The sequential drug regime I was applied to 44 ALI cultures from 13 donors (Fig 4B-I and 4C-I) while drug regime II was tested using 81 ALI cultures from 18 donors (Fig 4B-II and 4C-II). The baseline TER values were similarly highly scattered (Min and Max Fig 4C-I and 4C-II). With drug regime I, ENaC was inhibited after pharmacological opening and closure of CFTR. Forskolin decreased TER by ~30% with respect to baseline, this effect being mostly counteracted by CFTRInh172 (increase up to ~90% of BAS.). Subsequent amiloride addition raised TER by ~30% respect to baseline, also revealing a minority of ALI cultures whose resistance rose into the >3000 Ω·cm2 (+AMI in Fig 4B-I also S2 Fig, panel B-I for changes in relative frequency distribution of values). Variability of response was reflected in the 13-fold difference between the Min and Max values (+AMI, Fig 4C-I). This rise in a minority of ALIs is an amiloride-driven effect and not an artefact of the regimen since it recurred when regime II was applied (no prior chloride transport modulation, Fig 4B-II and 4C-II).
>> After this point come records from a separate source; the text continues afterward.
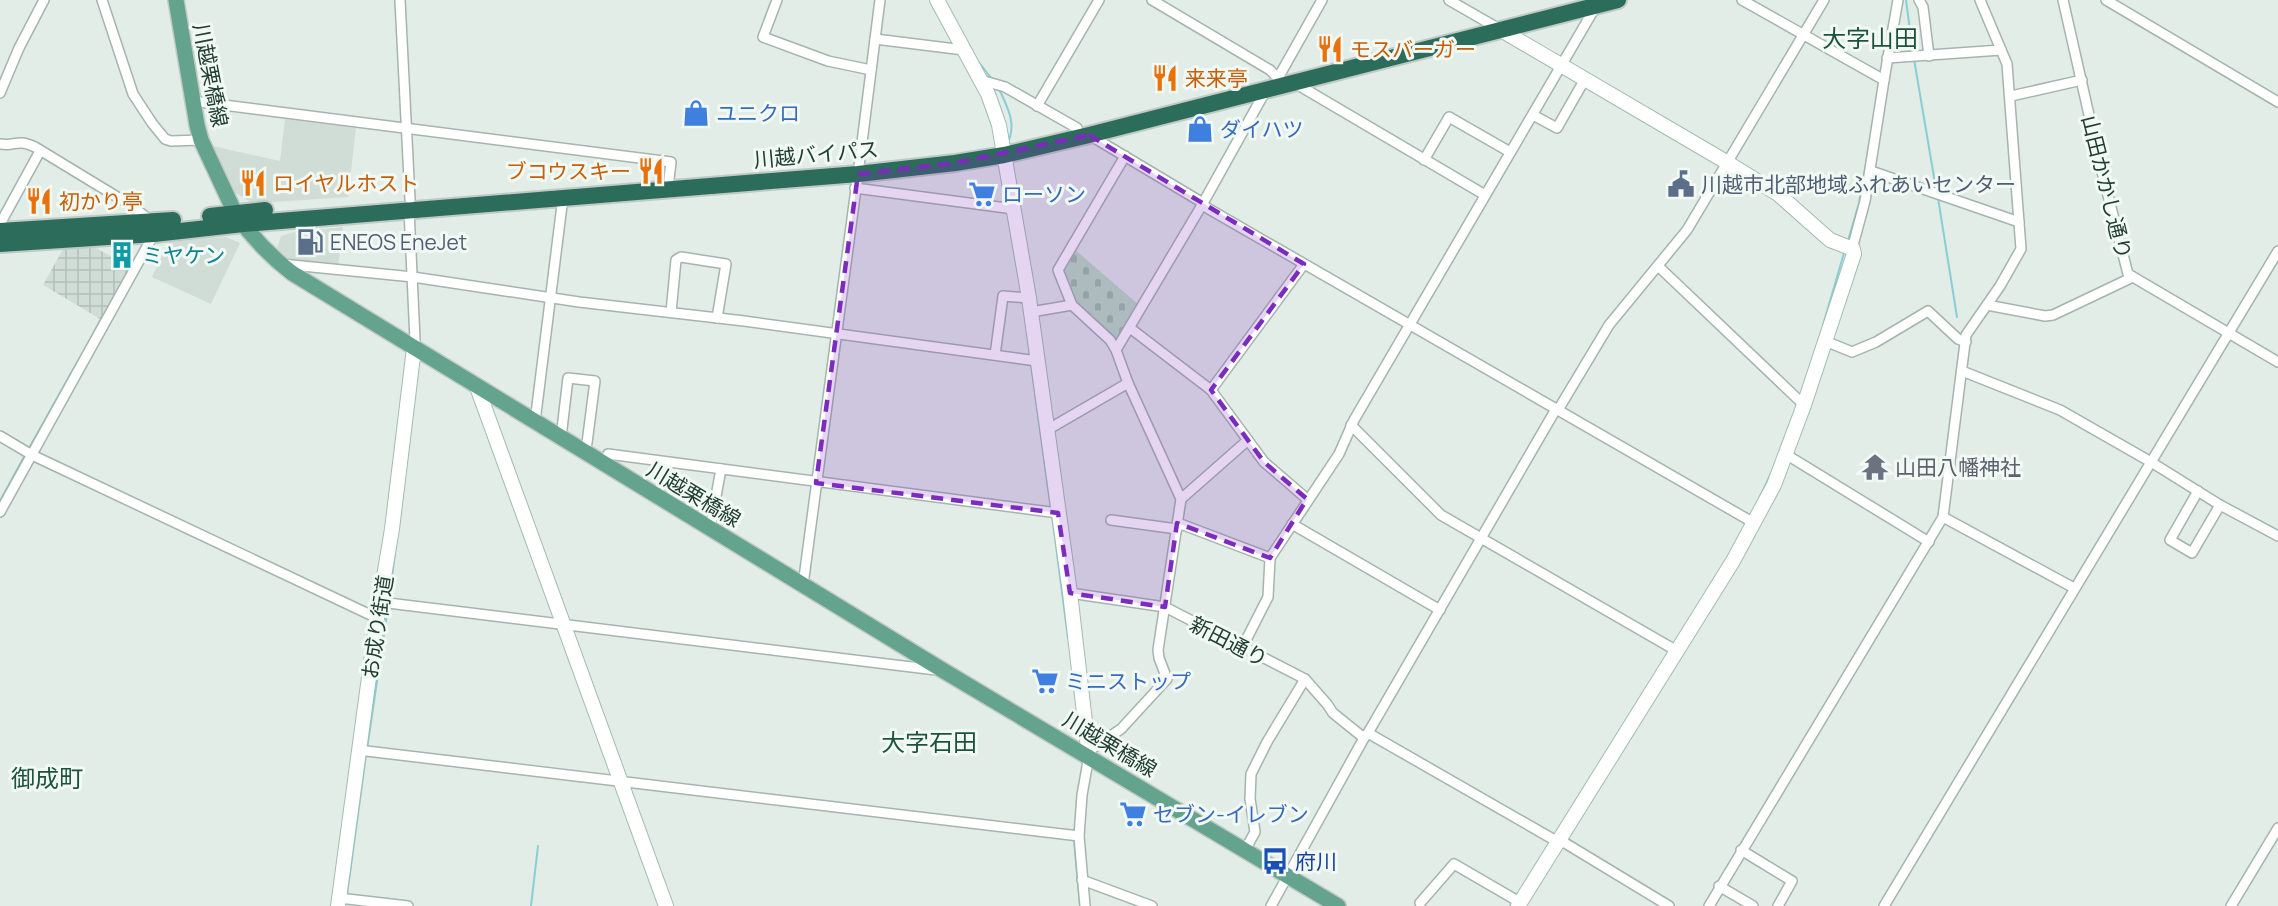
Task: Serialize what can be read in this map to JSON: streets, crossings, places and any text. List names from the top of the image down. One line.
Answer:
{"streets":{"highway":["川越バイパス"],"main road":["川越栗橋線"],"street":["山田かかし通り","お成り街道","新田通り"]},"crossings":[["川越栗橋線","川越バイパス"],["川越栗橋線","お成り街道"]],"districts":["大字山田","大字石田","御成町"],"places":{"restaurant":["モスバーガー","来来亭","ブコウスキー","ロイヤルホスト","初かり亭"],"shop":["ユニクロ","ダイハツ"],"public building":["川越市北部地域ふれあいセンター"],"supermarket":["ローソン","ミニストップ","セブン-イレブン"],"fuel station":["ENEOS EneJet"],"building":["ミヤケン"],"temple":["山田八幡神社"],"bus stop":["府川"]}}
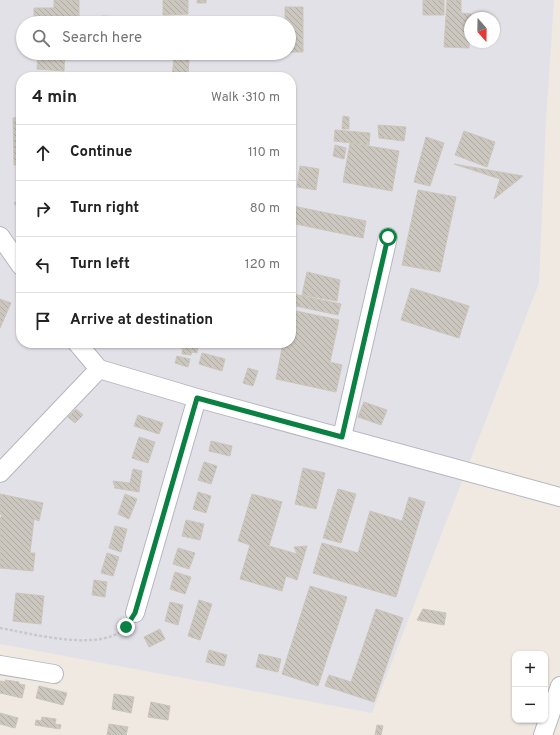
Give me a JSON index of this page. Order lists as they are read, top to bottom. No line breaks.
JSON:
{"north":"bottom","page":{"search":"Search here","heading":["4 min","Walk · 310 m"],"list":[["Continue","110 m"],["Turn right","80 m"],["Turn left","120 m"],"Arrive at destination"],"map_buttons":["+","−"]}}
Upon amiloride addition TER increased by ~40% with respect to baseline; again very high resistances were observed in a minority of ALIs (see also S2 Fig, panel B-II). Forskolin decreased TER to ~90% of BAS., while CFTRInh172 increased TER to ~35% above baseline. There was a considerable rise in the median value in the presence amiloride alone (from 815 to 1201), which was not observed in drug regime I when amiloride was added after forskolin and CFTRInh172. This suggests that amiloride exposure after CFTR modulation was acting on the epithelium differently with respect to TER when compared to amiloride administered alone. Non-parametric statistical analysis demonstrated no significant difference between groups except +FSK vs +AMI in drug regime I. Contrastingly, drug regime II showed no significant difference between BAS. and +FSK, or between +AMI and +CFTRInh172. See also S4 Fig (along with Tables E and F in S1 File, for mean data values) that shows how TER changes for all of the ALIs after the addition of drugs and also for the individual donor responses suggesting that certain individuals respond differently to drug administration. This variability prompted a deeper analysis.

Initial baseline vs rolling baseline approach to data analysis

These analytical complexities prompted us to re-examine drug induced effects on TER using a different approach reflective of the starting value of TER. First, we determined whether the baseline TER was predictive of the degree of change upon drug addition (Fig 5).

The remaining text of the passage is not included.